• Task directions:
Exclude the pictures, then copy all remaining records exactly.

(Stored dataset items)
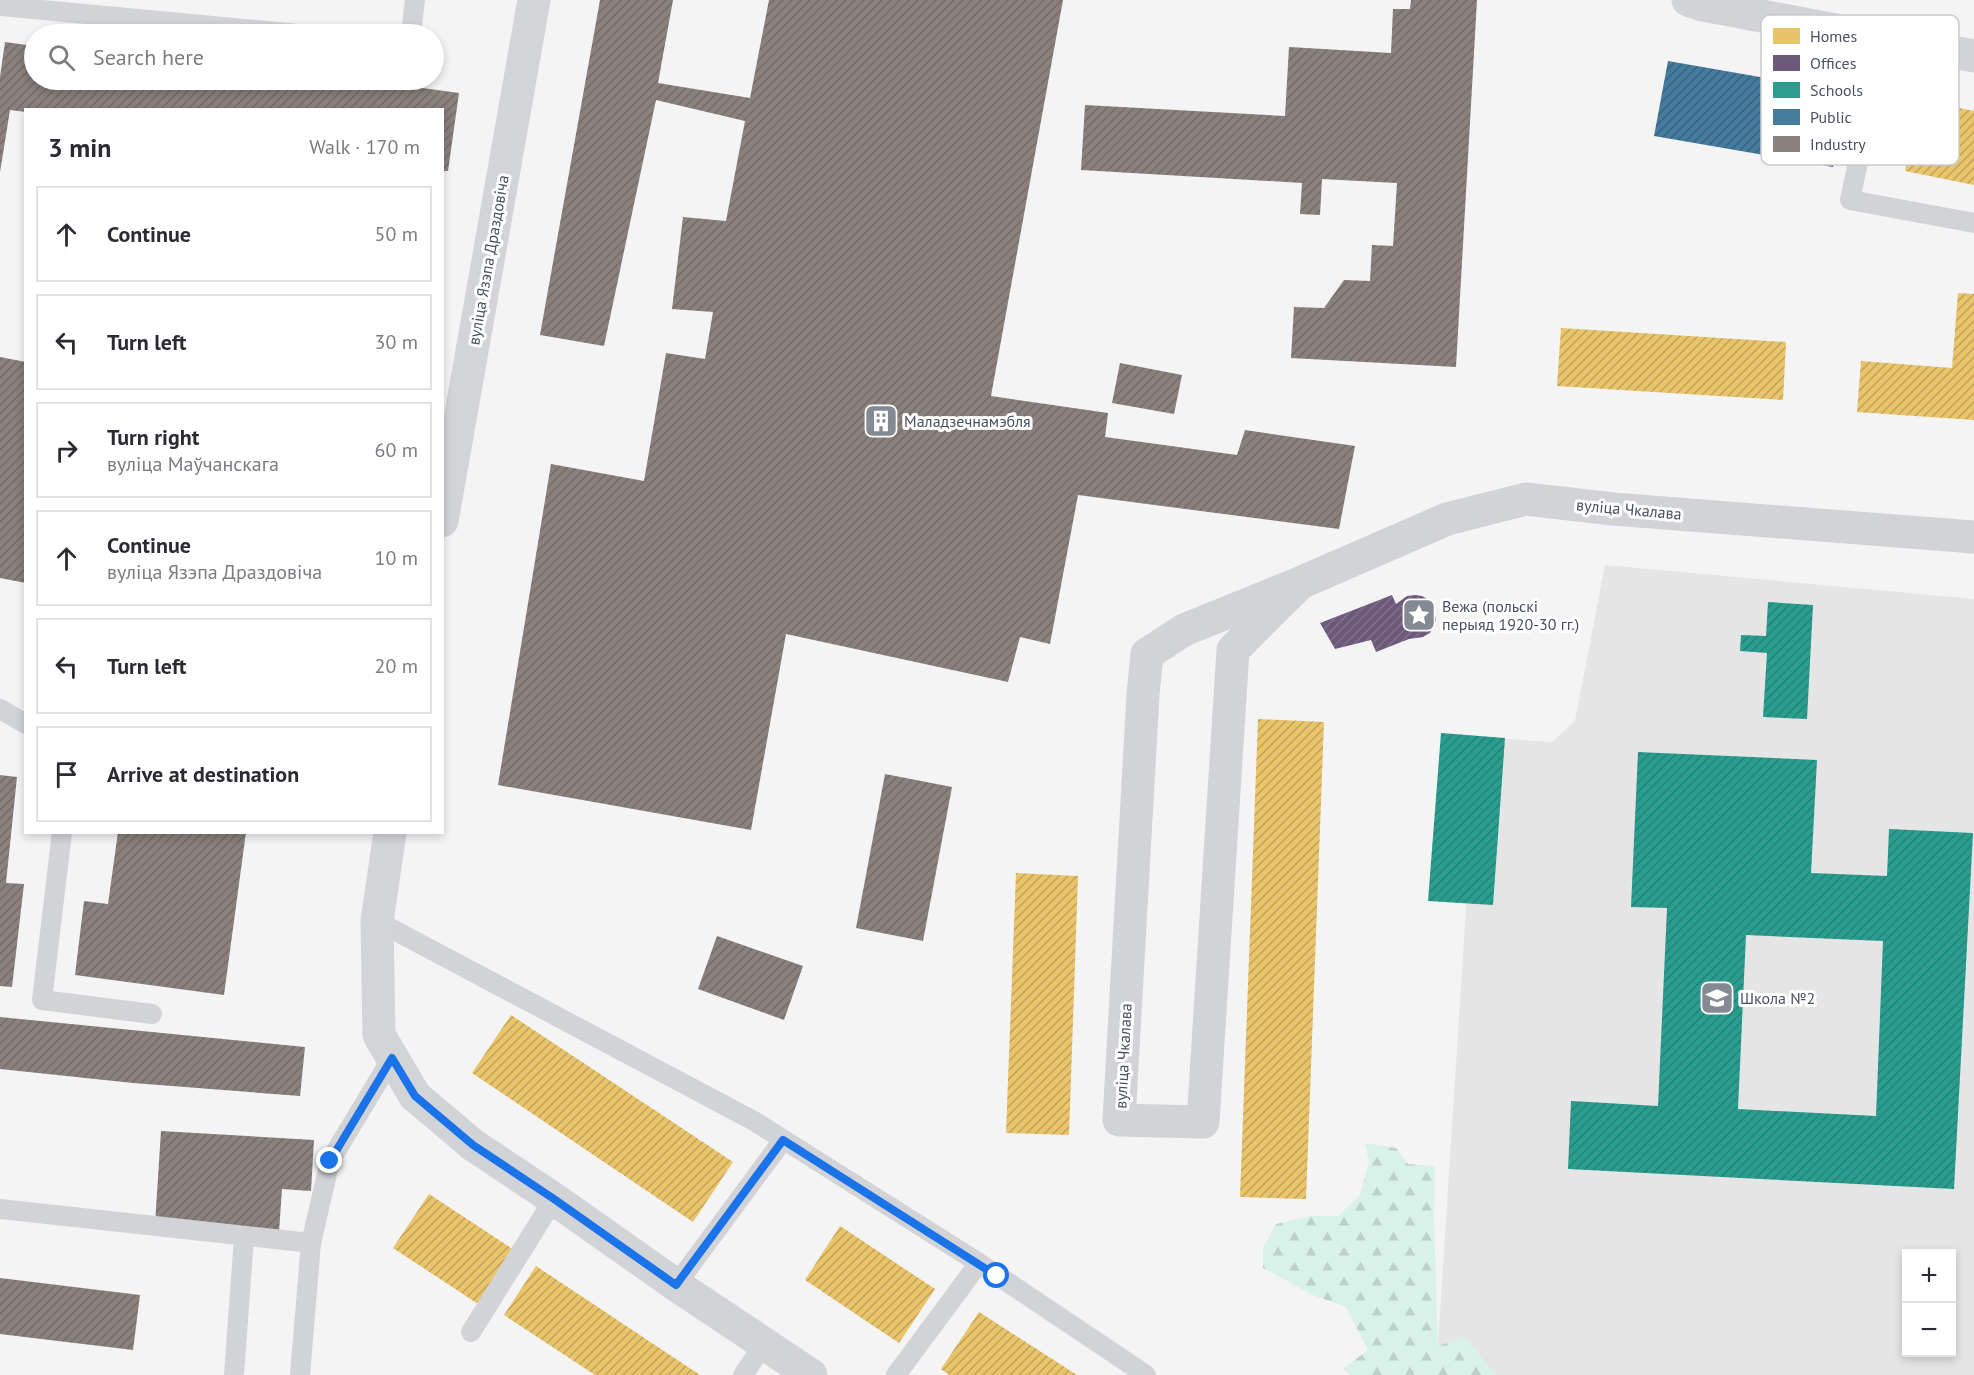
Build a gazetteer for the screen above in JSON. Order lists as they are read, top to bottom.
{
  "streets": {
    "street": ["вуліца Язэпа Драздовіча", "вуліца Чкалава"]
  },
  "places": {
    "building": ["Маладзечнамэбля"],
    "place": ["Вежа (польскі перыяд 1920-30 гг.)"],
    "school or university": ["Школа №2"]
  },
  "legend": [
    "Homes",
    "Offices",
    "Schools",
    "Public",
    "Industry"
  ],
  "page": {
    "search": "Search here",
    "heading": ["3 min", "Walk · 170 m"],
    "list": [
      ["Continue", "50 m"],
      ["Turn left", "30 m"],
      ["Turn right", "вуліца Маўчанскага", "60 m"],
      ["Continue", "вуліца Язэпа Драздовіча", "10 m"],
      ["Turn left", "20 m"],
      "Arrive at destination"
    ],
    "map_buttons": ["+", "−"]
  }
}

• Solution to this exercise:
Build a gazetteer for the screen above in JSON. Order lists as they are read, top to bottom.
{
  "streets": {
    "street": ["вуліца Язэпа Драздовіча", "вуліца Чкалава"]
  },
  "places": {
    "building": ["Маладзечнамэбля"],
    "place": ["Вежа (польскі перыяд 1920-30 гг.)"],
    "school or university": ["Школа №2"]
  },
  "legend": [
    "Homes",
    "Offices",
    "Schools",
    "Public",
    "Industry"
  ],
  "page": {
    "search": "Search here",
    "heading": ["3 min", "Walk · 170 m"],
    "list": [
      ["Continue", "50 m"],
      ["Turn left", "30 m"],
      ["Turn right", "вуліца Маўчанскага", "60 m"],
      ["Continue", "вуліца Язэпа Драздовіча", "10 m"],
      ["Turn left", "20 m"],
      "Arrive at destination"
    ],
    "map_buttons": ["+", "−"]
  }
}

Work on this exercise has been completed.